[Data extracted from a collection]
========

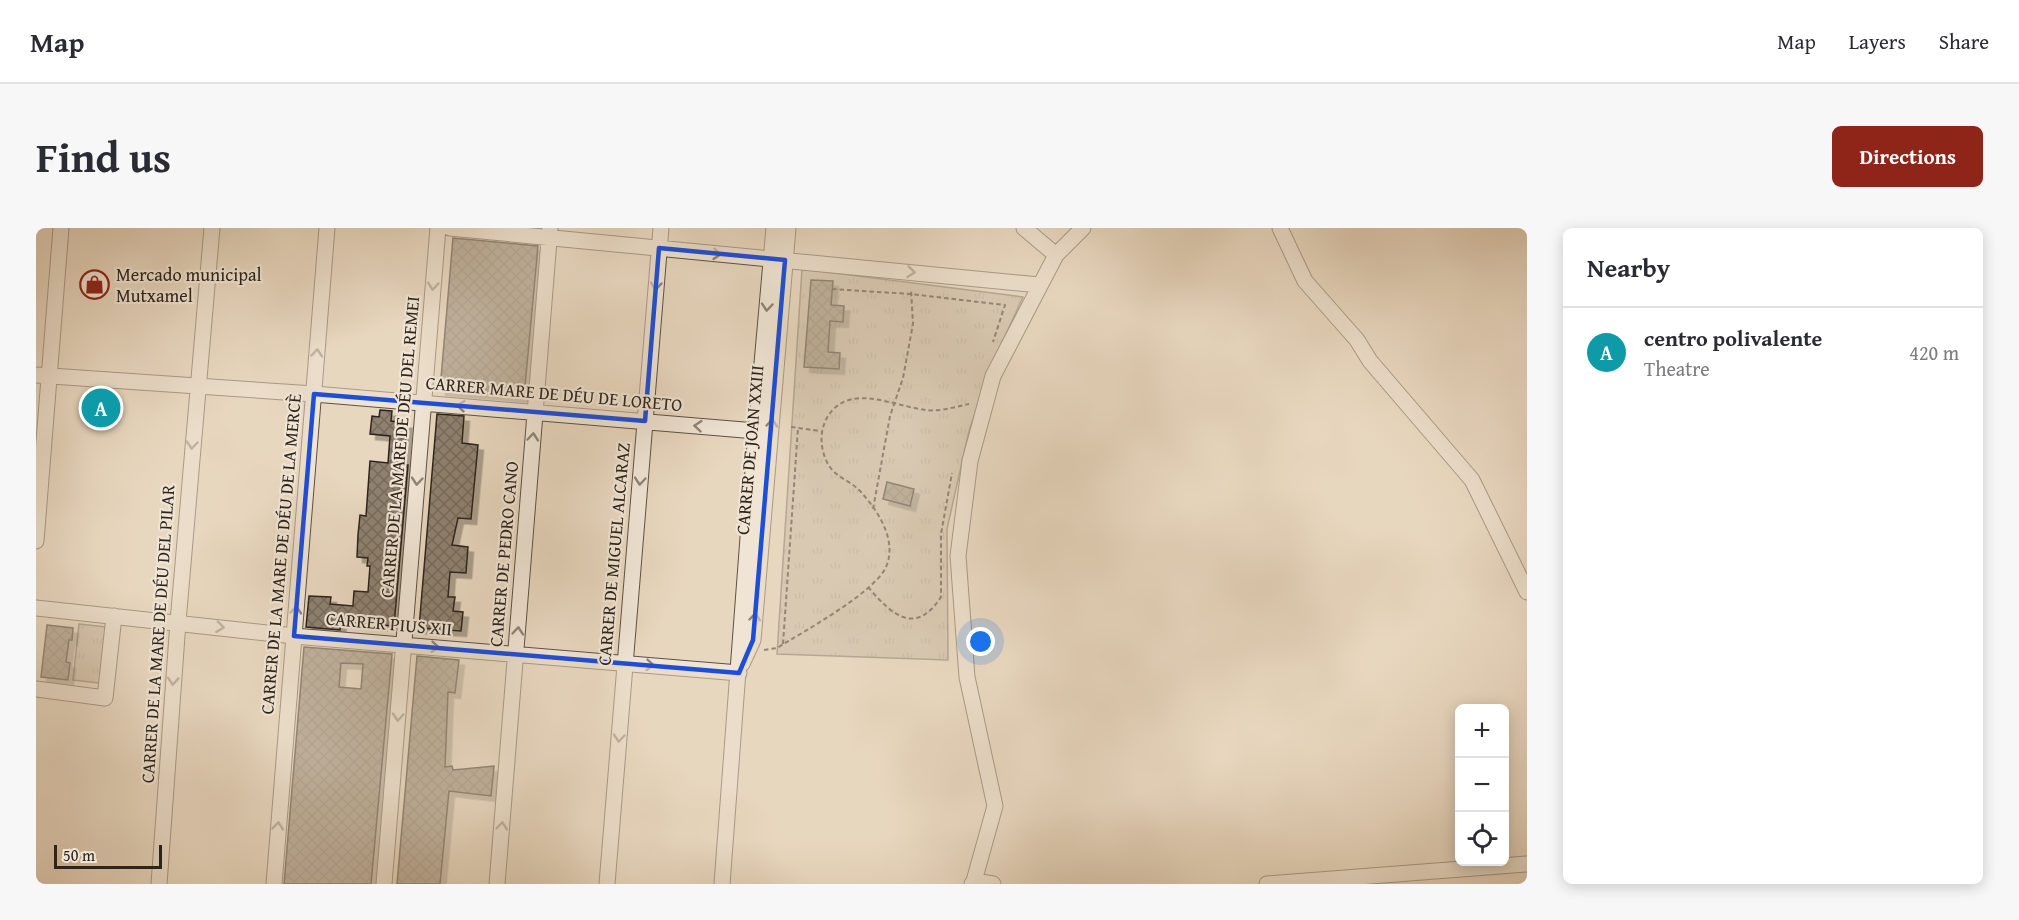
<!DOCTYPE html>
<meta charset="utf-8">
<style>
:root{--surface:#fff;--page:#f7f7f7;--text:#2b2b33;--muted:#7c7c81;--line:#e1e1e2;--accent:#8f2418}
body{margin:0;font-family:"Gentium Book Plus",serif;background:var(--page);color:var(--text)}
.controls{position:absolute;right:18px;bottom:18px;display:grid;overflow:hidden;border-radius:9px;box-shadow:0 3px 15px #0003}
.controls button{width:54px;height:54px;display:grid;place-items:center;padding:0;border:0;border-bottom:2px solid var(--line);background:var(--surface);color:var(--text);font:30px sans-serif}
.scale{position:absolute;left:18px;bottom:15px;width:108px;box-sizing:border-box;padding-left:6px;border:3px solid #2d241b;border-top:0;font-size:16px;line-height:21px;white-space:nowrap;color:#2d241b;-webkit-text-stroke:4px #f0e5d5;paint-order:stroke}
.you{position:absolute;left:945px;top:414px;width:21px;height:21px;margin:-15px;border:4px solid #fff;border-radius:50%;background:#1a73e8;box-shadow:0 0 0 9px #1a73e833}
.badge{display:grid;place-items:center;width:39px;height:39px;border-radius:50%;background:var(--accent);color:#fff;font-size:20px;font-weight:700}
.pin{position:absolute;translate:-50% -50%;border:3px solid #fff;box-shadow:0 2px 6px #0006}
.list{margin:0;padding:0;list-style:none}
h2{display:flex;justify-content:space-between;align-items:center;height:78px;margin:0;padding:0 24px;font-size:26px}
h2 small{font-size:20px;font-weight:400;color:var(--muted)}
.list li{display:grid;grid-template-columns:39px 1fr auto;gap:18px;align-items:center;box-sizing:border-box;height:90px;padding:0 24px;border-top:2px solid var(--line)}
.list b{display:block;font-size:22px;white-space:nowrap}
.list p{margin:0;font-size:20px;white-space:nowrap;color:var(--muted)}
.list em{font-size:20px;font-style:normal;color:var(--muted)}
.icon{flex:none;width:33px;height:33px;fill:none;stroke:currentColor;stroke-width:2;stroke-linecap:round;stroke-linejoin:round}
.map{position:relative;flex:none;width:1491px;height:656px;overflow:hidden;border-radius:9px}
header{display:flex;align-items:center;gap:36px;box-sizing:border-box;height:84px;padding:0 30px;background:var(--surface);border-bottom:2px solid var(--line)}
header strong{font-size:28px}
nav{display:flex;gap:33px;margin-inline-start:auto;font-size:21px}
.intro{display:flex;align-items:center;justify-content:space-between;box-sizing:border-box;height:144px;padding:0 36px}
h1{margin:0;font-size:42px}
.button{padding:15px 27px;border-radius:9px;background:var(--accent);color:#fff;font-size:21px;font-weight:700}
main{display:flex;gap:36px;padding:0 36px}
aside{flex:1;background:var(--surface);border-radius:9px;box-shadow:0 3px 15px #0003}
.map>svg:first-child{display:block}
.grass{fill:url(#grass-tufts);stroke:#7a6e5f;stroke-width:1.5}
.building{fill:url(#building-cross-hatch);stroke:#2d241b;stroke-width:1.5;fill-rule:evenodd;filter:url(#shadow)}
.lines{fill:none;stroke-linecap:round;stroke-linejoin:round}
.street-casing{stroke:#5c5144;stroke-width:17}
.path{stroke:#2d241b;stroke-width:2;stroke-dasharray:4.5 3;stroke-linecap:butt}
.street{stroke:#f0e5d5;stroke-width:15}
.oneway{stroke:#8e8478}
.marked{fill:none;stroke:#1d4ed8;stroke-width:4.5;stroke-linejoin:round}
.labels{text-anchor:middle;stroke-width:4.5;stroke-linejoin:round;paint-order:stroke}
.poi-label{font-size:18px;fill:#2d241b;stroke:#f0e5d5;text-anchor:start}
.street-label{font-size:18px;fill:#2d241b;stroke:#f0e5d5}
</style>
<header>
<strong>Map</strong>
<nav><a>Map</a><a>Layers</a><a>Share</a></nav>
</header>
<div class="intro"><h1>Find us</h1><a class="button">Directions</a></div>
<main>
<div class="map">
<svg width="1491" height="656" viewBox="0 0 1491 656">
<defs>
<pattern id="grass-tufts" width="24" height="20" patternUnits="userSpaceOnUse" patternTransform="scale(1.5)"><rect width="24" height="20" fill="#c8b9a3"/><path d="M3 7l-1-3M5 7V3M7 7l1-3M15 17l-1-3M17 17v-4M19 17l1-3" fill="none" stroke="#ac9f8c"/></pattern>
<pattern id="building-cross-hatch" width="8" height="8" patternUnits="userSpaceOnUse" patternTransform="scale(1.5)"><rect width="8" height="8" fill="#8e8170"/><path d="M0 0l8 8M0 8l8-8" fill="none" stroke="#74695b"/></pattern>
<filter id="shadow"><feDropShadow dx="5.5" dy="5.5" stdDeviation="0" flood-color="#0004"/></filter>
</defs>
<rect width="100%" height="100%" fill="#e8d7bf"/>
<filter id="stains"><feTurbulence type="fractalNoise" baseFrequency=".00333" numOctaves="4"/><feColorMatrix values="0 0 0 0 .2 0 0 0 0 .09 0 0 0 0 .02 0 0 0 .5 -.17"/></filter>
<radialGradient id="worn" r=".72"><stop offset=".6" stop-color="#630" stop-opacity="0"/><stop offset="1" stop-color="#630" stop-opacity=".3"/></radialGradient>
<path class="grass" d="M766,41L987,69L955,138L933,203L911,301L912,432L741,426Z
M43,396L79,400L72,456L37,452Z"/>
<path class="building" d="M417,10L502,18L488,169L404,162Z
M775,52L797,53L795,77L808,78L807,94L794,93L792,124L804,125L803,141L768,139Z
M344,182L356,183L355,193L371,195L368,237H372L358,398L305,394L304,402L270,399L273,368L295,369L294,376L317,378L318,363L332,364L334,338H331L332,330L321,329L322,307L324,287L330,288L334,233L352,235L354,208L334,206L336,188L343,189Z
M401,186L428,188L426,215L442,217L435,291L422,290L416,317L432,319L430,345L414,344L412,369H419L417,383L427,384L425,403L383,400Z
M851,254L878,261L874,278L847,271Z
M11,397L37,400L36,412H33L30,434L34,435L32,452L5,449Z
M268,419L356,426L335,656H248ZM305,435L327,436L325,461L303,459Z
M381,428L423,432L419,465L412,464L409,539L416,538L417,542L458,538L455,568L413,563L404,656H361Z"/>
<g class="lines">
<defs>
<path id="street" d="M414,0L1003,57
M988,0L1020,27
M1244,0L1269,53L1321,112L1334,133L1436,252L1491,364
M0,147L278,166L720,203
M0,313L25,0
M0,380L258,408L703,445
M706,436L717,412L752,0
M0,461L69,470L78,388
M938,653L957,656
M123,656L142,394L176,0
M238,656L291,0
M348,656L402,0
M461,656L514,0
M571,656L625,0
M686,656L720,203L738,0
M936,656L938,653L959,578L931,449L922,328L934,233L957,148L1020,27L1047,0
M1231,656L1491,636"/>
</defs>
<use href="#street" class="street-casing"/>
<path class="path" d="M796,61L874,66L969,77L957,114
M755,199L784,203
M837,281L854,188L867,150L877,96L875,61
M832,359C855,386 879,409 905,369V306L916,245
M747,416L762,200
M728,422L741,420C767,404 838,365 850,339C862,312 841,281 823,262C813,252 799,249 792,236C778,211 787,177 817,171C837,167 868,179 889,182C904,184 918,179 933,176"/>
<use href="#street" class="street"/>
</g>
<defs><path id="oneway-chevron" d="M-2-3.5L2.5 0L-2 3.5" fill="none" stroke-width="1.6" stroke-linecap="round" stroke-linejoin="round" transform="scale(1.5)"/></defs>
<g class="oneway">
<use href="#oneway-chevron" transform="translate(681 26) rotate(5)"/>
<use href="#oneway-chevron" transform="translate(875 44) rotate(6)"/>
<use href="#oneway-chevron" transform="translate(397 58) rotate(95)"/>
<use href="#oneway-chevron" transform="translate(620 58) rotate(95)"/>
<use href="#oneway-chevron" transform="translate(731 79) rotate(95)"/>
<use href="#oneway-chevron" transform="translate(281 125) rotate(-85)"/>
<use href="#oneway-chevron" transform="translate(425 178) rotate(-175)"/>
<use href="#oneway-chevron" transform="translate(736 195) rotate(-85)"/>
<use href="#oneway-chevron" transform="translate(662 198) rotate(-175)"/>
<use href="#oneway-chevron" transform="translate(497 209) rotate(-85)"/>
<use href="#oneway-chevron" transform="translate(156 217) rotate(95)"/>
<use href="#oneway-chevron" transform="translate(381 253) rotate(95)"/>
<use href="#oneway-chevron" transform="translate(604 253) rotate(95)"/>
<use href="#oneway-chevron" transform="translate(260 382) rotate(-85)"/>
<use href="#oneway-chevron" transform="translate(719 389) rotate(-85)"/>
<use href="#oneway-chevron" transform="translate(184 399) rotate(7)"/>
<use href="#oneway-chevron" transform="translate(482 403) rotate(-85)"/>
<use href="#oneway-chevron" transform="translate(399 419) rotate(5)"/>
<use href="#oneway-chevron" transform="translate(614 437) rotate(5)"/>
<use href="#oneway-chevron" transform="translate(137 453) rotate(94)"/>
<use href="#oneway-chevron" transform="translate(362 489) rotate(95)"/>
<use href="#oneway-chevron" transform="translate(583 510) rotate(95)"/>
<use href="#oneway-chevron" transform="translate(242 598) rotate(-85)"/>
<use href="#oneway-chevron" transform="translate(466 598) rotate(-85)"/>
</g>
<path d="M0 0H1491V656H0ZM623,20L749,32L717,412L703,445L258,408L278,166L609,193Z" fill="#e8d7bf" fill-opacity=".55" fill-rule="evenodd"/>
<path class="marked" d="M623,20L749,32L717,412L703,445L258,408L278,166L609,193Z"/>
<defs>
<symbol id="shop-ring" viewBox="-11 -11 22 22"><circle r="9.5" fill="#f0e5d5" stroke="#8f2418" stroke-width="1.5"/><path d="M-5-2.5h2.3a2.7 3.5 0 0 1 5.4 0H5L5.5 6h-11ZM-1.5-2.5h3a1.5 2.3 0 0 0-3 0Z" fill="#8f2418"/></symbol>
</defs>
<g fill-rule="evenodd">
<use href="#shop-ring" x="42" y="40" width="33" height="33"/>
</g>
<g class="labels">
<g class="poi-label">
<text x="80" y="53">Mercado municipal<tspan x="80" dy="21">Mutxamel</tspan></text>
</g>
<g class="street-label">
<text transform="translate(518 166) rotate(5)" y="6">CARRER MARE DE DÉU DE LORETO</text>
<text transform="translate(364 219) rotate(-85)" y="6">CARRER DE LA MARE DE DÉU DEL REMEI</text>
<text transform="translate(714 222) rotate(-85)" y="6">CARRER DE JOAN XXIII</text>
<text transform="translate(245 326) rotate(-85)" y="6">CARRER DE LA MARE DE DÉU DE LA MERCÈ</text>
<text transform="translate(468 326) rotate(-85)" y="6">CARRER DE PEDRO CANO</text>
<text transform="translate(578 326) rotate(-85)" y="6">CARRER DE MIGUEL ALCARAZ</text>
<text transform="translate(353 396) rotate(5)" y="6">CARRER PIUS XII</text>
<text transform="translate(122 406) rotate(-86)" y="6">CARRER DE LA MARE DE DÉU DEL PILAR</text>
</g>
</g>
<rect width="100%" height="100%" filter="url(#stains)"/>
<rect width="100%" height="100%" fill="url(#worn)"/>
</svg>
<div class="controls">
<button>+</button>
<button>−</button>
<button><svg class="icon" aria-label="locate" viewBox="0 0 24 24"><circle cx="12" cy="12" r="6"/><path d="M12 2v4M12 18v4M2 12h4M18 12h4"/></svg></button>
</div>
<div class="scale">50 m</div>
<div class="you"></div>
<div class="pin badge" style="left:65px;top:180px;background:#0f9aa8">A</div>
</div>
<aside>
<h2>Nearby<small></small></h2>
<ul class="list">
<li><span class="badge" style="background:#0f9aa8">A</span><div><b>centro polivalente</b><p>Theatre</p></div><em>420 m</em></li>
</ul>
</aside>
</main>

========

WHAT IS REQUIRED:
Reprint exactly the lines above that start at the one with "<nav><a>Map</a><a>Layers</a><a>Share</a></nav>" and end at the one with "0 0 0 0 .09", keeping both and adding none.

EXERCISE SOLUTION:
<nav><a>Map</a><a>Layers</a><a>Share</a></nav>
</header>
<div class="intro"><h1>Find us</h1><a class="button">Directions</a></div>
<main>
<div class="map">
<svg width="1491" height="656" viewBox="0 0 1491 656">
<defs>
<pattern id="grass-tufts" width="24" height="20" patternUnits="userSpaceOnUse" patternTransform="scale(1.5)"><rect width="24" height="20" fill="#c8b9a3"/><path d="M3 7l-1-3M5 7V3M7 7l1-3M15 17l-1-3M17 17v-4M19 17l1-3" fill="none" stroke="#ac9f8c"/></pattern>
<pattern id="building-cross-hatch" width="8" height="8" patternUnits="userSpaceOnUse" patternTransform="scale(1.5)"><rect width="8" height="8" fill="#8e8170"/><path d="M0 0l8 8M0 8l8-8" fill="none" stroke="#74695b"/></pattern>
<filter id="shadow"><feDropShadow dx="5.5" dy="5.5" stdDeviation="0" flood-color="#0004"/></filter>
</defs>
<rect width="100%" height="100%" fill="#e8d7bf"/>
<filter id="stains"><feTurbulence type="fractalNoise" baseFrequency=".00333" numOctaves="4"/><feColorMatrix values="0 0 0 0 .2 0 0 0 0 .09 0 0 0 0 .02 0 0 0 .5 -.17"/></filter>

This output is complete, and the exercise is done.